• EXERCISE BRIEF: To answer, print the line containing "Input: one rendered map. Dump" and each line after it in the listing below, exactly as they stand.

• GIVEN RECORDS:
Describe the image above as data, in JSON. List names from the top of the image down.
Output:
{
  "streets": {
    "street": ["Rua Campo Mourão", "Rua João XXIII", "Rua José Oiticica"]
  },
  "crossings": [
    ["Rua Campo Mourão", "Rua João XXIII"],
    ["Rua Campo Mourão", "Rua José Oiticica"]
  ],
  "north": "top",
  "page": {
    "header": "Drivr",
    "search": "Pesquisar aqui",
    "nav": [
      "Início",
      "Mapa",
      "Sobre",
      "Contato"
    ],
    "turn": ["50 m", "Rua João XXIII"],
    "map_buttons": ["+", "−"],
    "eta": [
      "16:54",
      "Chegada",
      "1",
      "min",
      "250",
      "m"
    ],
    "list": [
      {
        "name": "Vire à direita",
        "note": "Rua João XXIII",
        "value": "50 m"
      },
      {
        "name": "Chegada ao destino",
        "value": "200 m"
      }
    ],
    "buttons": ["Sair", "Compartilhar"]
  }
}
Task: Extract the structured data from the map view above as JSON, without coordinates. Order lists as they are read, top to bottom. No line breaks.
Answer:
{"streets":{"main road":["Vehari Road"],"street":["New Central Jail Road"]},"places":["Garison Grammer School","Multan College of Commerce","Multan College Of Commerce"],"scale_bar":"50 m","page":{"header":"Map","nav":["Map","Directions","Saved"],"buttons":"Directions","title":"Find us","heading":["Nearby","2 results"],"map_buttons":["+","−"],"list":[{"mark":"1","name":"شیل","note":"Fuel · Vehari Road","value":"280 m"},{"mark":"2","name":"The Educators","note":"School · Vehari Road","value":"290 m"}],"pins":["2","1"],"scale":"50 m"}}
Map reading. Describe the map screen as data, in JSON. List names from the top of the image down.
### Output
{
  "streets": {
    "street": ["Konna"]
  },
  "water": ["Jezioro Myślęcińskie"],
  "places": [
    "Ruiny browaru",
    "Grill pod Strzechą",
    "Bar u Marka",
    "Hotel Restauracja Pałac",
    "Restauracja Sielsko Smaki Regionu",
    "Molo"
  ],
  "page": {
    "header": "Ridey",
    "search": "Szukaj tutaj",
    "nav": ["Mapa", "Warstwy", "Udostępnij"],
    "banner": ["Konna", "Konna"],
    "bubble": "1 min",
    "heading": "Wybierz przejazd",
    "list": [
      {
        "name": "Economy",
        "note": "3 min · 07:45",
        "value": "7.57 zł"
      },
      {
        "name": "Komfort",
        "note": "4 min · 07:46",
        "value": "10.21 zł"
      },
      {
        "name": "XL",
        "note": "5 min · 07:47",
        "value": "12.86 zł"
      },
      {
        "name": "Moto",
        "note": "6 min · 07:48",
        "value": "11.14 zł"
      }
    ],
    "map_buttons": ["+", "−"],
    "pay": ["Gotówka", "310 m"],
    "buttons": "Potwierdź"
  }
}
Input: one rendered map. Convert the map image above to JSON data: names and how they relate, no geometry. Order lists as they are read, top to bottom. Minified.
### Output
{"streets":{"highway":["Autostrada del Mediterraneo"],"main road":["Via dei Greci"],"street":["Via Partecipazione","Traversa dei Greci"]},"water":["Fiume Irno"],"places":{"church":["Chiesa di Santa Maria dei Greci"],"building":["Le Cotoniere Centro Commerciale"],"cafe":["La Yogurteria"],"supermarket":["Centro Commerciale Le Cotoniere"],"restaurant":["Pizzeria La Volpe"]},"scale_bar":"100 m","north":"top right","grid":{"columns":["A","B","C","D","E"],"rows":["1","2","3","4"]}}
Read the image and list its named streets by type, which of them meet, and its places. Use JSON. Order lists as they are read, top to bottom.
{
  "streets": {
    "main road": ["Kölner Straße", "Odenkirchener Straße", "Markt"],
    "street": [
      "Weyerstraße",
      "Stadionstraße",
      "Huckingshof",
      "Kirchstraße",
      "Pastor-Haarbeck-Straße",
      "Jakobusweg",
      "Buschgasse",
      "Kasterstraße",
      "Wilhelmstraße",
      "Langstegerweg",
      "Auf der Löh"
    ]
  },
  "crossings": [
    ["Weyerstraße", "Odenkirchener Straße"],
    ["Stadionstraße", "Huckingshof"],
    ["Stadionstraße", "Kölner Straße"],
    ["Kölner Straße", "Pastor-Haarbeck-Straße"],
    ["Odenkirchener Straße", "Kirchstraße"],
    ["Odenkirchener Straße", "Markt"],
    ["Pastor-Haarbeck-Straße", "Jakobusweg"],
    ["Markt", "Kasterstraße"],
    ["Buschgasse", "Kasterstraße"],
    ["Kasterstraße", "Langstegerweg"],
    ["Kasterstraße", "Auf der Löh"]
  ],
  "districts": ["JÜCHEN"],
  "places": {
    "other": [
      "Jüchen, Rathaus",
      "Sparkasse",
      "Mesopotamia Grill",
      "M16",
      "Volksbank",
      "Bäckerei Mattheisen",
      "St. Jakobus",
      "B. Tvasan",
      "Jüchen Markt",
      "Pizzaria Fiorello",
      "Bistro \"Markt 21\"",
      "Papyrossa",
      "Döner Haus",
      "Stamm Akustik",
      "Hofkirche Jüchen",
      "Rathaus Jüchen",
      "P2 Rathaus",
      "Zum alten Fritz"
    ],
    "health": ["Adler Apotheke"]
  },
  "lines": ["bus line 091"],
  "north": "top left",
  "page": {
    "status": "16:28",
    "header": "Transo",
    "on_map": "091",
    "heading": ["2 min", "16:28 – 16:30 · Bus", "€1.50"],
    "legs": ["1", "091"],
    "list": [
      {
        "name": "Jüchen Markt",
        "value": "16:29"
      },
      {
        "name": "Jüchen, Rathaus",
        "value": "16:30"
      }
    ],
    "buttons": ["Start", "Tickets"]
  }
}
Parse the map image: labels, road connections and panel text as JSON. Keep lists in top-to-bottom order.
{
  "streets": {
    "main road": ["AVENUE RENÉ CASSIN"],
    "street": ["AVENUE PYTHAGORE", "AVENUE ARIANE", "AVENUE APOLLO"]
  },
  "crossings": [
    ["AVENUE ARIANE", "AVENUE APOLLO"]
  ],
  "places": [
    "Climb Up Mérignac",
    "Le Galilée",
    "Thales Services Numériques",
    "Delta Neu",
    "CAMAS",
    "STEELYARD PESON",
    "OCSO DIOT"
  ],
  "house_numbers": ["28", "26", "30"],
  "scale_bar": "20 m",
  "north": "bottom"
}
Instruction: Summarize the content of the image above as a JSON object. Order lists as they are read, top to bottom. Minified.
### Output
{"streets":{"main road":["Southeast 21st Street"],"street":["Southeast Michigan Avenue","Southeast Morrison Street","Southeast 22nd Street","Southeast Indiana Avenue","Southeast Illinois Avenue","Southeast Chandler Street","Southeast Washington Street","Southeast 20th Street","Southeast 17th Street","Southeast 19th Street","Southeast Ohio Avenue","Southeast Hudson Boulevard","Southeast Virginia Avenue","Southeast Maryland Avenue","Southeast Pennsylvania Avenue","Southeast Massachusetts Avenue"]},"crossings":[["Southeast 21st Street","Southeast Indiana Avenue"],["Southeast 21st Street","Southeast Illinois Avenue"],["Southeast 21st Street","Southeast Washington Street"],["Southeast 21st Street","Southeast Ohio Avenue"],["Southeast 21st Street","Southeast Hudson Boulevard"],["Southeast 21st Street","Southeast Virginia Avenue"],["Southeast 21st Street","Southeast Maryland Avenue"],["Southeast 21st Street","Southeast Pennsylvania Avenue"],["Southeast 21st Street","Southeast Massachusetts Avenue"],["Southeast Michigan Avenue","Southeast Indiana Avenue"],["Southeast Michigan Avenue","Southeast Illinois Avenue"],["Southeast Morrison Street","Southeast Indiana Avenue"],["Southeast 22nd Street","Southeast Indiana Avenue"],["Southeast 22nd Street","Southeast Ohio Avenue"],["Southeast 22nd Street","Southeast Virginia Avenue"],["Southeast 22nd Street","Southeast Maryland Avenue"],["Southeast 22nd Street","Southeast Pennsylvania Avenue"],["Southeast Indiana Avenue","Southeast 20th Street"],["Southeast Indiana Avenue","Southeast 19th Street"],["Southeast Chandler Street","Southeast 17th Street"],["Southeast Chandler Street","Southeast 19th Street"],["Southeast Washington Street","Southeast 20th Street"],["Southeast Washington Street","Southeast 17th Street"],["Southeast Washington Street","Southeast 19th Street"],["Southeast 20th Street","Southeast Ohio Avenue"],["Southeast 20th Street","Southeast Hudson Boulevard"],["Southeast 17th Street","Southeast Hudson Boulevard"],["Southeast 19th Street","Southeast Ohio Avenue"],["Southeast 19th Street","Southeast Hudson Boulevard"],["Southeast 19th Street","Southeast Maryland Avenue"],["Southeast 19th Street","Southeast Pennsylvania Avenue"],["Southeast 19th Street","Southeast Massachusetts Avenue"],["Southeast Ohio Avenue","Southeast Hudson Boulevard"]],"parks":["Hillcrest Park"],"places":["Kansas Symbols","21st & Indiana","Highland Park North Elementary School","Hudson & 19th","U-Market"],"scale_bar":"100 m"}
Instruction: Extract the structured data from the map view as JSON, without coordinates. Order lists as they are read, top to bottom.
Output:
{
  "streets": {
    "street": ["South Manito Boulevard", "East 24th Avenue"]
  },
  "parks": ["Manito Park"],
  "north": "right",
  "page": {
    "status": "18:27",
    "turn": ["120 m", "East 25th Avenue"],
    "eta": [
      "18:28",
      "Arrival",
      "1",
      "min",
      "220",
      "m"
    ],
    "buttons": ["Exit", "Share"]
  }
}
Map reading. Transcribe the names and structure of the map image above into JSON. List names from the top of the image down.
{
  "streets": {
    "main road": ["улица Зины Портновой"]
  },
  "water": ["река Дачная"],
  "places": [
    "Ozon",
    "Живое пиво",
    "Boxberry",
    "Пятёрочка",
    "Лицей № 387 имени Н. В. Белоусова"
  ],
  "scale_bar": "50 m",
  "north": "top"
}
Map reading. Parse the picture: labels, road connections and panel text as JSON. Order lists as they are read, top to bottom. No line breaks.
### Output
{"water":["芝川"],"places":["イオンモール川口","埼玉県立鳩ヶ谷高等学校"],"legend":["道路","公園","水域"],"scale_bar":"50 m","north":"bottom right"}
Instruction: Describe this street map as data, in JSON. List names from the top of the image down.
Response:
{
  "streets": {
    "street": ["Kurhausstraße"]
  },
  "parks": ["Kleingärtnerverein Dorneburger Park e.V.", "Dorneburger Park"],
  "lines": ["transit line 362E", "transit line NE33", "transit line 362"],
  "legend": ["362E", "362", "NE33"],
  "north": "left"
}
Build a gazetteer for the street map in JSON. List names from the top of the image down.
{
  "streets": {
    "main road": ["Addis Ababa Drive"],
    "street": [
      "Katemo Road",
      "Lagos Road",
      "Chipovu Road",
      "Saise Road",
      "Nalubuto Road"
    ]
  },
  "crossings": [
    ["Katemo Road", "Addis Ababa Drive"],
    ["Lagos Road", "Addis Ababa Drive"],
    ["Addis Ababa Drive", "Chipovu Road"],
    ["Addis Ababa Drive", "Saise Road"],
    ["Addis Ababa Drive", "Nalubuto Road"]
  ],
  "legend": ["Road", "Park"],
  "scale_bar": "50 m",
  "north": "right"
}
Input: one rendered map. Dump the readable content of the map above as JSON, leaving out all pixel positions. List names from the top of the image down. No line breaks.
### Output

• RESULT OF THIS EXERCISE:
Input: one rendered map. Dump the readable content of the map above as JSON, leaving out all pixel positions. List names from the top of the image down. No line breaks.
### Output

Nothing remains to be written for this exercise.